Clinical Scorecard: AAP, NASPGHAN Issue Guidance on Faltering Weight in Children
At a Glance
Category
Detail
Condition
Faltering weight (previously termed failure to thrive) in children aged 0-5 years
Key Mechanisms
Poor weight gain defined by anthropometric z scores and weight gain velocity thresholds
Target Population
Children aged 0 to 5 years in high-income countries
Care Setting
Pediatric clinical care with multidisciplinary involvement
Key Highlights
Faltering weight defined by weight-for-length or BMI-for-age below −1.65 z score, weight gain velocity below −2 z score in children under 2 years, or a decline of ≥1 z score in weight measures.
Routine diagnostic testing and endoscopy are discouraged without concerning clinical features due to low diagnostic yield and potential risks.
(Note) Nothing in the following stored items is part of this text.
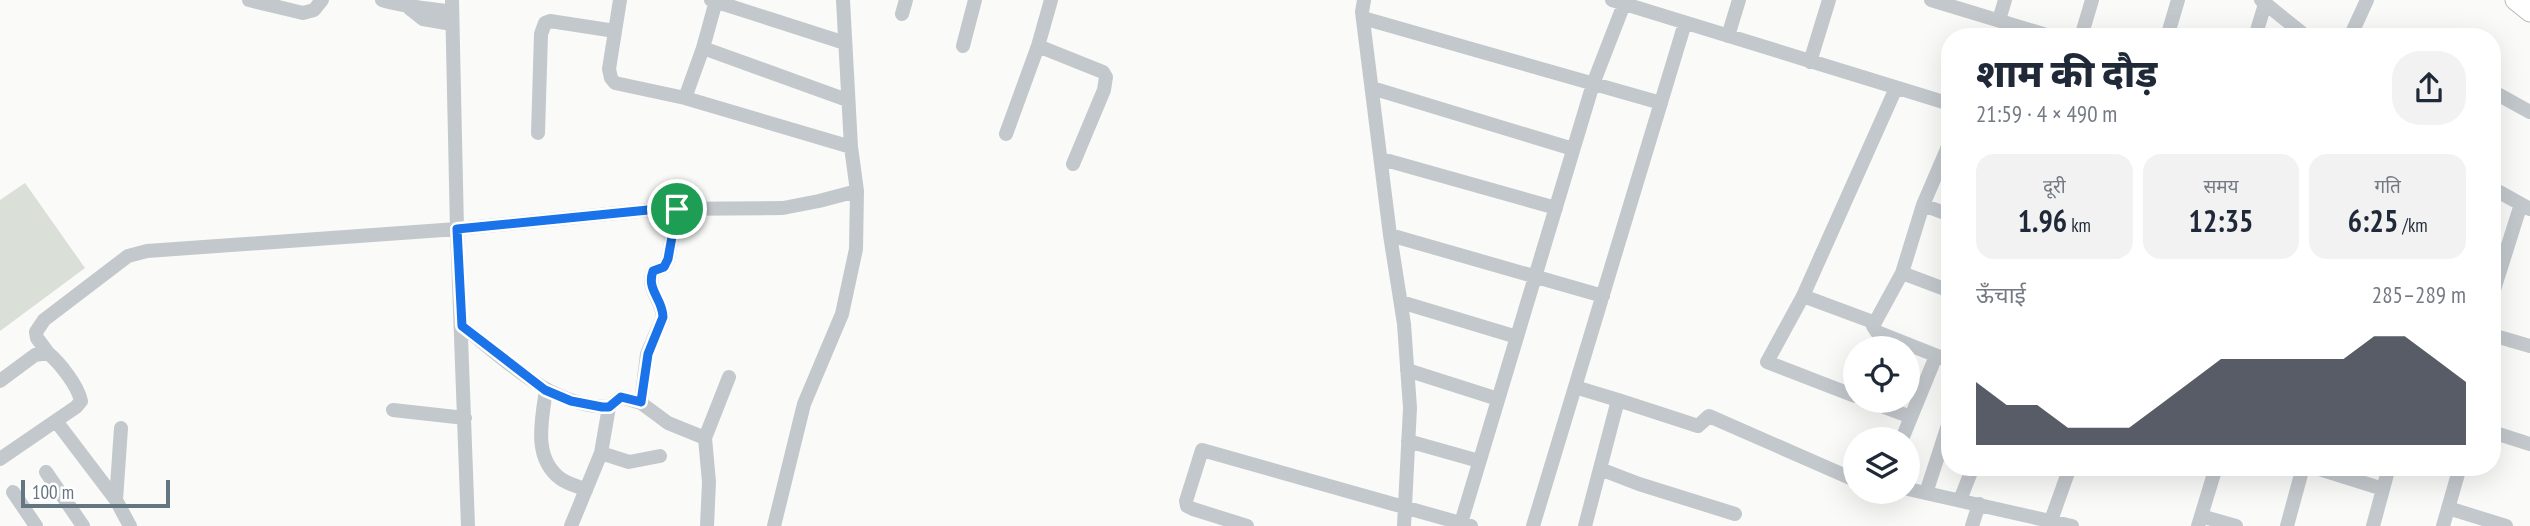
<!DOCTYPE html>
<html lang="hi">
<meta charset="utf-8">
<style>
:root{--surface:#fff;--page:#f2f2f3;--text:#1f2937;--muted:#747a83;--accent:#111827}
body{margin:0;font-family:"PT Sans Narrow","Noto Sans Devanagari",sans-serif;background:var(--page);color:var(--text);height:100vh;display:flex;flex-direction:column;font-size:26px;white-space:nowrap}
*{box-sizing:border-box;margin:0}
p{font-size:23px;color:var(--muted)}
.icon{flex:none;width:38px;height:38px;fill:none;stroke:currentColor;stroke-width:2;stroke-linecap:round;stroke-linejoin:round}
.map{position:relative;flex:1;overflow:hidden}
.drawer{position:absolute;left:1941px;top:28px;width:560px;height:448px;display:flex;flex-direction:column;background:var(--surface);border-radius:28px;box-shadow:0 7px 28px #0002}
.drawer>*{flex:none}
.tools{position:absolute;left:1843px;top:336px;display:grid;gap:14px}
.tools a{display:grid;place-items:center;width:77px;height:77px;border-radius:50%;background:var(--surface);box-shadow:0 7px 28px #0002;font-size:35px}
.scale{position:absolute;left:21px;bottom:18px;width:149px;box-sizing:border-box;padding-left:7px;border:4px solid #657683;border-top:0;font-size:19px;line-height:24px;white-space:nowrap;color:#657683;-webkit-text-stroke:5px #fff;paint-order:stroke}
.pin{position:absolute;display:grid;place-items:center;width:60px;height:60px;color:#fff;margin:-30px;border:4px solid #fff;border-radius:50%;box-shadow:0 2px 7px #0007}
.round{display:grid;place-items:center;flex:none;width:74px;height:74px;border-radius:28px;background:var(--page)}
.headline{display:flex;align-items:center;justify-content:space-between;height:119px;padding:0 35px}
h1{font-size:38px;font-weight:800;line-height:52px}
.stats{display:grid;grid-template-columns:repeat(3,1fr);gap:10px;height:119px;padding:7px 35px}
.stats div{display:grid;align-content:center;border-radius:18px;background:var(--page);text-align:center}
.stats b{font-size:30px;font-weight:800}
.stats small{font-size:19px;font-weight:400}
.stats p{font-size:19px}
.chart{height:196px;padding:14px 35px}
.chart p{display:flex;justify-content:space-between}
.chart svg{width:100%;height:126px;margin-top:7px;fill:var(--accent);opacity:.7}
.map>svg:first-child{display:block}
.green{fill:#dadfd7}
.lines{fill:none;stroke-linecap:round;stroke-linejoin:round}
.major-casing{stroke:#b5babe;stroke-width:21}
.minor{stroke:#c3c8cc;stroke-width:14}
.major{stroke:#fff;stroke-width:19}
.route-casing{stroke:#fff;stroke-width:14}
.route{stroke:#1a73e8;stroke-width:9}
</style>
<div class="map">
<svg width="2530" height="526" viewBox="0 0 2530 526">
<rect width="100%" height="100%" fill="#fafaf8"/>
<path class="green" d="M25,183L85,268L0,331V200Z"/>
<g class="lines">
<defs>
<path id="major" d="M2515,0L2530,12"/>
</defs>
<use href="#major" class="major-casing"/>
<path class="minor" d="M249,0L303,13L314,10L322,0
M382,0C405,7 428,8 452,12
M452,0L457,229L468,526
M620,0L609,69L611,78L615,83L685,98L851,147
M711,0L845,43
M1364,0L1362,12L1390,235L1404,324L1410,408L1404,526
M1612,0L1950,104
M1931,0L2053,37
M2261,0L2307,37
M409,8L423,19L452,24
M902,14L906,0
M1363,18L1661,103
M1999,20L2005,0
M1728,36L1739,0
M2081,37L2092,0
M2167,37L2178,0
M2255,37L2265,4
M2350,37L2367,0
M963,46L975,0
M1038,46L1103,72L1106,77L1104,90L1073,164
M703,48L847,100
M1810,62L1829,0
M1372,88L1573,149
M2492,91L2530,112
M685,98L703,48L716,1
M538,133L541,34L545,23L550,21L615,31
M1006,134L1038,46L1051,0
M1950,142L1923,205L1902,273L1873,326L1877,332L1950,361
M1382,159L1556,208
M2492,188L2530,209
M1923,205L1950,215
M1390,235L1603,296
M2492,247L2506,252
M1902,273L1950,291
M1803,296L1896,88
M2492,296L2521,204
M1401,302L1517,337
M462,326C506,360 549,406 609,407
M2492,335L2530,346
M48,353L37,338L36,332L44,320L128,256L147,251L457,229L658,209L783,208L819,201L857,191
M1407,370L1498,399
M0,381L35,355L48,353C60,363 78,386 81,401L76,407L0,459
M1575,387L1618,400L1585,526
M546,390C542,419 532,458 561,479C568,484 578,486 586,490
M1855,396L1767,362L1803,296L1873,322
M1618,400L1698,426L1709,416L1855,480
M1868,401L1911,417
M641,403L647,354L663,317C662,299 646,290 653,271L664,267L668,259L677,209
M393,410L465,418
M56,421L116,500L130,526
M2492,432L2530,444
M1902,439L1936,356
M1408,441L1479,461
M601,453L629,462L660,456
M2313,467L2383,489
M1600,469L1639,484L1735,514
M46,472L83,526
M1908,489L2072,526
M13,492L36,526
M1926,493L1950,419
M116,500L121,428
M1960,500L1973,467
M2448,508L2506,526
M2201,516L2236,526
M1461,523L1593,84L1624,4
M571,526L601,453L609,407L621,397L641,403L668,423L705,438
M707,526L709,482L705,438L729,377
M774,526L804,404L842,314L856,249L857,191L851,147L843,0
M1247,526L1193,509L1187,506L1186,501L1202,450L1471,526
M1533,526L1685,23
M1972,526L1979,504
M2049,526L2070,467
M2198,526L2216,467
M2287,526L2303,467
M2373,526L2389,467
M2443,526L2460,467"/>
<use href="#major" class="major"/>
</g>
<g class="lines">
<defs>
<path id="route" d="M658,209H677L668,259L664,267L653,271C646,290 663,299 663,317L648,354L641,402L621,397L609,407H602L571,401L545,390L462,326L457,229Z"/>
</defs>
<use href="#route" class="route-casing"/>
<use href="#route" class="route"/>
</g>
</svg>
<div class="tools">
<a><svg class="icon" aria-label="locate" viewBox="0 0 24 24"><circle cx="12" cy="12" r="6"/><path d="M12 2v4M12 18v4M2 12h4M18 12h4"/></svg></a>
<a><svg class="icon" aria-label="layers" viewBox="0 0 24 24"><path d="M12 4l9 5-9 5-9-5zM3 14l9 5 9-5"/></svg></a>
</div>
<div class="scale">100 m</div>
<div class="pin" style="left:677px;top:209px;background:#1e9e55"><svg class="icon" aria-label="arrive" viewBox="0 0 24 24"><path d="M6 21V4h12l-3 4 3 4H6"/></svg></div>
<section class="drawer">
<div class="headline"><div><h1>शाम की दौड़</h1><p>21:59 · 4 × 490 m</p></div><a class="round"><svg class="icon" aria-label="share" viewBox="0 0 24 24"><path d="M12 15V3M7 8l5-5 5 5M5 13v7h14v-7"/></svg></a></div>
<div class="stats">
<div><p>दूरी</p><b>1.96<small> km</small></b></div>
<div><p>समय</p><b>12:35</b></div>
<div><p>गति</p><b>6:25<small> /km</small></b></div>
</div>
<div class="chart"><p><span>ऊँचाई</span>285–289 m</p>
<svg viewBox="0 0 160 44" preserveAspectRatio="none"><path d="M0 44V22L10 30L20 30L30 38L40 38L50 38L60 30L70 22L80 14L90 14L100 14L110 14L120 14L130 6L140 6L150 14L160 22V44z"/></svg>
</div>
</section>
</div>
Nutritional interventions, including increased caloric intake, oral supplementation, and feeding therapy, are central to management.
Guideline-Based Recommendations
Diagnosis
Use standardized anthropometric z score criteria for diagnosis.
Begin evaluation with detailed history, physical exam, and feeding/developmental assessment.
Avoid routine laboratory or imaging studies in absence of concerning features.
Reserve targeted diagnostic testing for persistent faltering weight or specific clinical concerns.
Do not use socioeconomic status as a diagnostic risk factor.
Management
Increase caloric intake to improve growth outcomes.
Consider oral nutritional supplementation to enhance weight gain.
Implement feeding therapy for children with feeding difficulties.
Utilize multidisciplinary programs to support growth and development.
Monitoring & Follow-up
Monitor growth using accurate anthropometric measurements and z scores.
Integrate growth data into electronic health records for tracking.
Tailor care individually based on patient and family needs.
Risks
Avoid endoscopy as initial evaluation due to low yield and risks including anesthesia complications (4.8%) and procedure-related adverse events (1.2%).
Be cautious with unnecessary diagnostic testing given low diagnostic yield (0.8% to 14%).
Patient & Prescribing Data
Children aged 0 to 5 years with faltering weight
Oral nutritional supplementation increases weight gain (~17.8 g/day) and energy intake; feeding therapy improves growth and developmental outcomes; multidisciplinary care yields better weight gain than standard care.
Clinical Best Practices
Use standardized z score thresholds for diagnosis rather than subjective criteria.
Prioritize detailed clinical assessment before ordering diagnostic tests.
Focus on nutritional interventions as first-line management.
Reserve invasive procedures like endoscopy for persistent or specific indications.
Consider co-occurring gastrointestinal, pulmonary, neurologic, and congenital conditions based on clinical findings.
Incorporate social determinants of health in care planning without using socioeconomic status as a diagnostic criterion.
Ensure accurate anthropometric measurement and documentation.
Adopt multidisciplinary approaches to optimize growth and developmental outcomes.